What this task involves>
Every line of the data must appear again in the answer, exactly as written.

-- Opening Marker --

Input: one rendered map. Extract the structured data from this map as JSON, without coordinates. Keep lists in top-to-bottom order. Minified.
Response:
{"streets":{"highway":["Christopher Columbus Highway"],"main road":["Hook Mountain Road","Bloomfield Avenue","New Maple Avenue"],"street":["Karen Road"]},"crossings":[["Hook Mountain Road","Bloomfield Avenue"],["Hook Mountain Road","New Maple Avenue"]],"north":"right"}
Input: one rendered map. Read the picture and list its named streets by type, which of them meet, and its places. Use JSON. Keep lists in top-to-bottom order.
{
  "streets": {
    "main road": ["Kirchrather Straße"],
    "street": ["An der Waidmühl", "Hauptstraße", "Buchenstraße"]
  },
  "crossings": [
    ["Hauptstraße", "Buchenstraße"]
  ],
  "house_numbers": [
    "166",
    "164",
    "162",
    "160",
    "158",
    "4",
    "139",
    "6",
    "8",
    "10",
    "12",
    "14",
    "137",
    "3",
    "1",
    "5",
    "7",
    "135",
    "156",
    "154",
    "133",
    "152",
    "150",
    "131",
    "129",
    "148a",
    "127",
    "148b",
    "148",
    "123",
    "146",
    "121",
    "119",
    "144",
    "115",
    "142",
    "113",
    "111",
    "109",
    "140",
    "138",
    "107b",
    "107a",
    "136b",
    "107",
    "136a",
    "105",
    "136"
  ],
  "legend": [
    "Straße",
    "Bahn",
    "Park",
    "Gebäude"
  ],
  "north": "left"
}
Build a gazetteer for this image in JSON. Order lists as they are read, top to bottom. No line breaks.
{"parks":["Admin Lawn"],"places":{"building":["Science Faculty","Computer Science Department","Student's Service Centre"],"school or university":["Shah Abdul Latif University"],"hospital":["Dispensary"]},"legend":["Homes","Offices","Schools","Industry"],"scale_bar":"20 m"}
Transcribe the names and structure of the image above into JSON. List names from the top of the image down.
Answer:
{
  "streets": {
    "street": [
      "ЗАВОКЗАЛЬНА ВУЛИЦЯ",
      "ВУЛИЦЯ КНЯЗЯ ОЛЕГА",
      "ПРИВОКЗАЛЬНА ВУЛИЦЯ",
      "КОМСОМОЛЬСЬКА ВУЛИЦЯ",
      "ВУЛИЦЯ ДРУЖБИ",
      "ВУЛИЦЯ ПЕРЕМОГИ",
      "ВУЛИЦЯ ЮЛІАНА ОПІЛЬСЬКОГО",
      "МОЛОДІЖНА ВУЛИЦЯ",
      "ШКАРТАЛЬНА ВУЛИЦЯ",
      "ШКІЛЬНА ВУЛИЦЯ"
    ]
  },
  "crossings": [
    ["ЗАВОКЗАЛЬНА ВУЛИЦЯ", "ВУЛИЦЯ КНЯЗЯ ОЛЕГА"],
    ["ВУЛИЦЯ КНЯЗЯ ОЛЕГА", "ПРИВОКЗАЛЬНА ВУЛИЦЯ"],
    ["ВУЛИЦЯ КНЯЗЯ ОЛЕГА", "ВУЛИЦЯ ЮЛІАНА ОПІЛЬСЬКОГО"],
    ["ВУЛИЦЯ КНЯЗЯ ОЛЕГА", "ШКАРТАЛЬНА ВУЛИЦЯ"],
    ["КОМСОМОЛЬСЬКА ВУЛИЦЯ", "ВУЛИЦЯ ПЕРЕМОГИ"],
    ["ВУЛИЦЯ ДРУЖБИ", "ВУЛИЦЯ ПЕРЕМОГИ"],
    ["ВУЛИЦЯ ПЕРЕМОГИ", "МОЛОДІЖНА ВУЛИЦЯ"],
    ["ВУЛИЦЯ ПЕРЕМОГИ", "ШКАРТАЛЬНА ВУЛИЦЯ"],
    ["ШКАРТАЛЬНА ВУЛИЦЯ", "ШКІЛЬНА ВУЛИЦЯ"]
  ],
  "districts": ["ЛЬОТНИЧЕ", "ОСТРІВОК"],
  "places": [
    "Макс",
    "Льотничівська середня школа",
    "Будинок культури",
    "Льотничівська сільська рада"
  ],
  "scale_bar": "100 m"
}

-- Closing Marker --

Response to this task>
Input: one rendered map. Extract the structured data from this map as JSON, without coordinates. Keep lists in top-to-bottom order. Minified.
Response:
{"streets":{"highway":["Christopher Columbus Highway"],"main road":["Hook Mountain Road","Bloomfield Avenue","New Maple Avenue"],"street":["Karen Road"]},"crossings":[["Hook Mountain Road","Bloomfield Avenue"],["Hook Mountain Road","New Maple Avenue"]],"north":"right"}
Input: one rendered map. Read the picture and list its named streets by type, which of them meet, and its places. Use JSON. Keep lists in top-to-bottom order.
{
  "streets": {
    "main road": ["Kirchrather Straße"],
    "street": ["An der Waidmühl", "Hauptstraße", "Buchenstraße"]
  },
  "crossings": [
    ["Hauptstraße", "Buchenstraße"]
  ],
  "house_numbers": [
    "166",
    "164",
    "162",
    "160",
    "158",
    "4",
    "139",
    "6",
    "8",
    "10",
    "12",
    "14",
    "137",
    "3",
    "1",
    "5",
    "7",
    "135",
    "156",
    "154",
    "133",
    "152",
    "150",
    "131",
    "129",
    "148a",
    "127",
    "148b",
    "148",
    "123",
    "146",
    "121",
    "119",
    "144",
    "115",
    "142",
    "113",
    "111",
    "109",
    "140",
    "138",
    "107b",
    "107a",
    "136b",
    "107",
    "136a",
    "105",
    "136"
  ],
  "legend": [
    "Straße",
    "Bahn",
    "Park",
    "Gebäude"
  ],
  "north": "left"
}
Build a gazetteer for this image in JSON. Order lists as they are read, top to bottom. No line breaks.
{"parks":["Admin Lawn"],"places":{"building":["Science Faculty","Computer Science Department","Student's Service Centre"],"school or university":["Shah Abdul Latif University"],"hospital":["Dispensary"]},"legend":["Homes","Offices","Schools","Industry"],"scale_bar":"20 m"}
Transcribe the names and structure of the image above into JSON. List names from the top of the image down.
Answer:
{
  "streets": {
    "street": [
      "ЗАВОКЗАЛЬНА ВУЛИЦЯ",
      "ВУЛИЦЯ КНЯЗЯ ОЛЕГА",
      "ПРИВОКЗАЛЬНА ВУЛИЦЯ",
      "КОМСОМОЛЬСЬКА ВУЛИЦЯ",
      "ВУЛИЦЯ ДРУЖБИ",
      "ВУЛИЦЯ ПЕРЕМОГИ",
      "ВУЛИЦЯ ЮЛІАНА ОПІЛЬСЬКОГО",
      "МОЛОДІЖНА ВУЛИЦЯ",
      "ШКАРТАЛЬНА ВУЛИЦЯ",
      "ШКІЛЬНА ВУЛИЦЯ"
    ]
  },
  "crossings": [
    ["ЗАВОКЗАЛЬНА ВУЛИЦЯ", "ВУЛИЦЯ КНЯЗЯ ОЛЕГА"],
    ["ВУЛИЦЯ КНЯЗЯ ОЛЕГА", "ПРИВОКЗАЛЬНА ВУЛИЦЯ"],
    ["ВУЛИЦЯ КНЯЗЯ ОЛЕГА", "ВУЛИЦЯ ЮЛІАНА ОПІЛЬСЬКОГО"],
    ["ВУЛИЦЯ КНЯЗЯ ОЛЕГА", "ШКАРТАЛЬНА ВУЛИЦЯ"],
    ["КОМСОМОЛЬСЬКА ВУЛИЦЯ", "ВУЛИЦЯ ПЕРЕМОГИ"],
    ["ВУЛИЦЯ ДРУЖБИ", "ВУЛИЦЯ ПЕРЕМОГИ"],
    ["ВУЛИЦЯ ПЕРЕМОГИ", "МОЛОДІЖНА ВУЛИЦЯ"],
    ["ВУЛИЦЯ ПЕРЕМОГИ", "ШКАРТАЛЬНА ВУЛИЦЯ"],
    ["ШКАРТАЛЬНА ВУЛИЦЯ", "ШКІЛЬНА ВУЛИЦЯ"]
  ],
  "districts": ["ЛЬОТНИЧЕ", "ОСТРІВОК"],
  "places": [
    "Макс",
    "Льотничівська середня школа",
    "Будинок культури",
    "Льотничівська сільська рада"
  ],
  "scale_bar": "100 m"
}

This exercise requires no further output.